South America: Annie Smith

Latin America and the Caribbean has surpassed Europe as the region hardest-hit with deaths from the novel coronavirus, with over 2 million fatalities. Over the past week, 44 per cent of global fatalities occurred in the region, and more than half of the region’s infections are in Brazil, which has seen over 3 million cases and 100,000 deaths. Mexico, the second worst-affected country in Latin America, passed 50,000 deaths on Thursday.

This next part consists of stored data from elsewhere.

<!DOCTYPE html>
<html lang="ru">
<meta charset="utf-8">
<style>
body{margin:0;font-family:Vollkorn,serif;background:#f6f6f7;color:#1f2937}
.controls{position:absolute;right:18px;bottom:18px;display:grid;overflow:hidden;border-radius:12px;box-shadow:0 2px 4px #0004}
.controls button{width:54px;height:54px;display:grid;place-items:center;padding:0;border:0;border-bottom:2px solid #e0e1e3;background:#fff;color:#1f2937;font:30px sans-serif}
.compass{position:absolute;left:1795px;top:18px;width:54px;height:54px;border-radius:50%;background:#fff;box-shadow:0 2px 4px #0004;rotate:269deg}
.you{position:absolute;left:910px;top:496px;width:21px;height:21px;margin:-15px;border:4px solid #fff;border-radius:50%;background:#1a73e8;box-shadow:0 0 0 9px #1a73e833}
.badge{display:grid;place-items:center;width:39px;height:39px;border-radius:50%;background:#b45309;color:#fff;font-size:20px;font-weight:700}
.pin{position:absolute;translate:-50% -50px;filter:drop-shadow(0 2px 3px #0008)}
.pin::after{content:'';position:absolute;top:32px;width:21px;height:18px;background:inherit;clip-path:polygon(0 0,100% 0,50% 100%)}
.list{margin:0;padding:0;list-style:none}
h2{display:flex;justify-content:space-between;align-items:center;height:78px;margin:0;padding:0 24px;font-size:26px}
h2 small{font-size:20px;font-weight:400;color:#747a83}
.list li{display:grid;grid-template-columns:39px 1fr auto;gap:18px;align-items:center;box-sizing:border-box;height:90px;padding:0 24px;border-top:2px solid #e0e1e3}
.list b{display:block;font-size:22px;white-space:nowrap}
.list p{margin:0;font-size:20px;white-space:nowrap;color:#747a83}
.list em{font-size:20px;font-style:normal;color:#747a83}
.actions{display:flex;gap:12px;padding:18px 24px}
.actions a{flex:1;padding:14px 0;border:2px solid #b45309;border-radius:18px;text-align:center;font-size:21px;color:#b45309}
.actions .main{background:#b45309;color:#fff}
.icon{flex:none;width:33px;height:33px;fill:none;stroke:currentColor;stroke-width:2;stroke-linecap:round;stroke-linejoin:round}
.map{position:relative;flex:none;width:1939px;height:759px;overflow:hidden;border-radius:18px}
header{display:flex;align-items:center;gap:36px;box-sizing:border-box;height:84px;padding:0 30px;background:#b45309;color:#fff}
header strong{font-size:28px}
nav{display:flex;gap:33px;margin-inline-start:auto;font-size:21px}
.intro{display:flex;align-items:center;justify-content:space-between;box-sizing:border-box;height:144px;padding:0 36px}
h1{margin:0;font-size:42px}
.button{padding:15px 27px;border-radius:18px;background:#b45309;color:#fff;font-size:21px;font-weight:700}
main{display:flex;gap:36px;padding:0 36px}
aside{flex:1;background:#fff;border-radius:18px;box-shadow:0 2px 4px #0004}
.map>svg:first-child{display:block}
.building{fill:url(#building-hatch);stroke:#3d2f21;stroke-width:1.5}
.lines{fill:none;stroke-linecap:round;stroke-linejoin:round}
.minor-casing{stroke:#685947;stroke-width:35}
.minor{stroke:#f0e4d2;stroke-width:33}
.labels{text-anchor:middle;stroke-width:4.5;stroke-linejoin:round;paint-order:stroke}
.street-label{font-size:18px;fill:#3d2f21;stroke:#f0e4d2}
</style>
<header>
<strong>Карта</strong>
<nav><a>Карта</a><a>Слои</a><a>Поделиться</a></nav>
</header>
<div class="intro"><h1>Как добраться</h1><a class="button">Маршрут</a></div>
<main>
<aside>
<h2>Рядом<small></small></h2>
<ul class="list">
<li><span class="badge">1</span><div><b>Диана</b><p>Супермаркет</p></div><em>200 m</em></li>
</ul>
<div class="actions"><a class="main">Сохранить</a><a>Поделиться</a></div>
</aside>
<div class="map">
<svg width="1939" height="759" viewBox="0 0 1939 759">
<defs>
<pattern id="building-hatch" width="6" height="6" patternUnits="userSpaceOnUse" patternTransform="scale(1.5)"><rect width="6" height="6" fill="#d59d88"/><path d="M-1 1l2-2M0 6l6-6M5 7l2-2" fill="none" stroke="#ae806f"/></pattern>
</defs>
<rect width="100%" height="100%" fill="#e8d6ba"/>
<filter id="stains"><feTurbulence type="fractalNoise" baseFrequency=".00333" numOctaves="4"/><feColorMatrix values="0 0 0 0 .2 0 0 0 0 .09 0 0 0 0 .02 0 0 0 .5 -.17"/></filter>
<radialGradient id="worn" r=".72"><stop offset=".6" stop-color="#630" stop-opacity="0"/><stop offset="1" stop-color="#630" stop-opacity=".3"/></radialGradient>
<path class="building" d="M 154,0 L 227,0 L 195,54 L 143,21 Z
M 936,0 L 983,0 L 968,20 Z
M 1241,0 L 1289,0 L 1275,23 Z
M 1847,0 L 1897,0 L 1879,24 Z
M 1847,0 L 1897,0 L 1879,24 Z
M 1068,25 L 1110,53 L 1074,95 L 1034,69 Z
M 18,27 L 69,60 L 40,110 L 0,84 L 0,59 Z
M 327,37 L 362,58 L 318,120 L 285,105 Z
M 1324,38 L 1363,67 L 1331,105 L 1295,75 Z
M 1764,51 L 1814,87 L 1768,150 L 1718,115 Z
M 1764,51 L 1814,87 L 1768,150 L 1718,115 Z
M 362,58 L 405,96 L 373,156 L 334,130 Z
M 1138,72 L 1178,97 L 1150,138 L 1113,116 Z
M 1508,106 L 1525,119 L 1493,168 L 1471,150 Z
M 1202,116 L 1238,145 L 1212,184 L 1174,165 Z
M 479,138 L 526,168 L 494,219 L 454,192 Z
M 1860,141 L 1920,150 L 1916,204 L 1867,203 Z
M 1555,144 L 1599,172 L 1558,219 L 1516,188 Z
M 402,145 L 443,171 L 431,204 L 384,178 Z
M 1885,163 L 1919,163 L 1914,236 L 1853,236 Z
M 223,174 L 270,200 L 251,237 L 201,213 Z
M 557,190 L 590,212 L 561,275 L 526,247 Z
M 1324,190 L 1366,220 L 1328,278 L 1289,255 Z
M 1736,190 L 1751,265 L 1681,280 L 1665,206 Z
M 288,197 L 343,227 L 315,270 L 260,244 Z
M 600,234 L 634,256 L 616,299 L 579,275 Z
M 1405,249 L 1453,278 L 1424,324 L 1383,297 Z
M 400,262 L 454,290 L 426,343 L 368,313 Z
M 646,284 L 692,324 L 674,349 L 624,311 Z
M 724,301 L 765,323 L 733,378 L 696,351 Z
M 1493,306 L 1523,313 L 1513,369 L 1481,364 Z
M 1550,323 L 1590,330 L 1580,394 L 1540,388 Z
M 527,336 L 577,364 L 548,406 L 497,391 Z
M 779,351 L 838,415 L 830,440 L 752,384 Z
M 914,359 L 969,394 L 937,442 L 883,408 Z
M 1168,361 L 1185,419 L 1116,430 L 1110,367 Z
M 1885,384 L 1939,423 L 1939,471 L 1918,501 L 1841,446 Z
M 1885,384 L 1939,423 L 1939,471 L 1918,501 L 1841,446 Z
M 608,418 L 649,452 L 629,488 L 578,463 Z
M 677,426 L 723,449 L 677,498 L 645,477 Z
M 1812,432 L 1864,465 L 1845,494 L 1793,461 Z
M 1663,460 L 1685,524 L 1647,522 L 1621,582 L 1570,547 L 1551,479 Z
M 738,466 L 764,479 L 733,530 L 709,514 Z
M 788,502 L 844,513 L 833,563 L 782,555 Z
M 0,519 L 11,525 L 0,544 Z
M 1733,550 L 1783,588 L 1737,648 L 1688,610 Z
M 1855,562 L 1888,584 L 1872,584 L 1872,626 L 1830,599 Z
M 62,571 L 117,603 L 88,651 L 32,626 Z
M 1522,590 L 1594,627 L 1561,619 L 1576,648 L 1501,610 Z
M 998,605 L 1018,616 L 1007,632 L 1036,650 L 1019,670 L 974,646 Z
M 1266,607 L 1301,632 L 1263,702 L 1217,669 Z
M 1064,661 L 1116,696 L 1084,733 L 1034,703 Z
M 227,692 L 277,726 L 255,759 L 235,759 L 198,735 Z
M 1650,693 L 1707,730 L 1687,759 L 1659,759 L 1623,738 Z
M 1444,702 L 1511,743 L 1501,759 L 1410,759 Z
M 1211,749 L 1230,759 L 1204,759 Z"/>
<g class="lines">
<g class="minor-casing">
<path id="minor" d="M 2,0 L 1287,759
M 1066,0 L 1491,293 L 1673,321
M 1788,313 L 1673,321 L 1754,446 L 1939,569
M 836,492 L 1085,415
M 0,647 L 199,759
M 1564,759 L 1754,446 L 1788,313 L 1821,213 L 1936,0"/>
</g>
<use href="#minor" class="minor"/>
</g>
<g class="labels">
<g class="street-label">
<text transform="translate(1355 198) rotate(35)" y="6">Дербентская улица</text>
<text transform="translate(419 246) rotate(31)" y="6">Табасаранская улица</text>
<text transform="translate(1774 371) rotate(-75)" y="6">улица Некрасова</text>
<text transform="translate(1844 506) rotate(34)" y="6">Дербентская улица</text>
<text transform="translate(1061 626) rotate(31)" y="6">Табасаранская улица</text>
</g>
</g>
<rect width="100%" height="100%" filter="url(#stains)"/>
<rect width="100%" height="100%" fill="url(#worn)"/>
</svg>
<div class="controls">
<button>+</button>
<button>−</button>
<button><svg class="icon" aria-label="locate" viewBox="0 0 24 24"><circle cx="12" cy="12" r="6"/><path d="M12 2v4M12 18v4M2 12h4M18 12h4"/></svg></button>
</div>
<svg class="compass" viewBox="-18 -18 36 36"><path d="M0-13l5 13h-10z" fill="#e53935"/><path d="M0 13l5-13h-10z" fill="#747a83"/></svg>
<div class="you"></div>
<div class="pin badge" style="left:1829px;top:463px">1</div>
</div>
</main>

On Friday, the South American Football Confederation (Conmebol) announced that football teams travelling around the continent to compete in club competitions did not need to quarantine for 14 days before matches. The announcement comes after Conmebol’s talks with national governments. However, other leagues, including the Copa Libertadores and the Copa Sudamericana, are waiting to restart until September 15 and October 27, respectively, with strict rules on movement and the time spent in competition countries.

Five months after a general election in Guyana, the country has finally sworn in opposition candidate Irfaan Ali as its new president, who represents the People’s Progressive Party. The general election earlier this year saw allegations of vote tampering, a recount, and a legal battle. The election comes after oil giant Exxon made one of the world’s largest discoveries of oil off Guyana’s coast, which could put Guyana among the world’s top oil producers and massively boost its economy.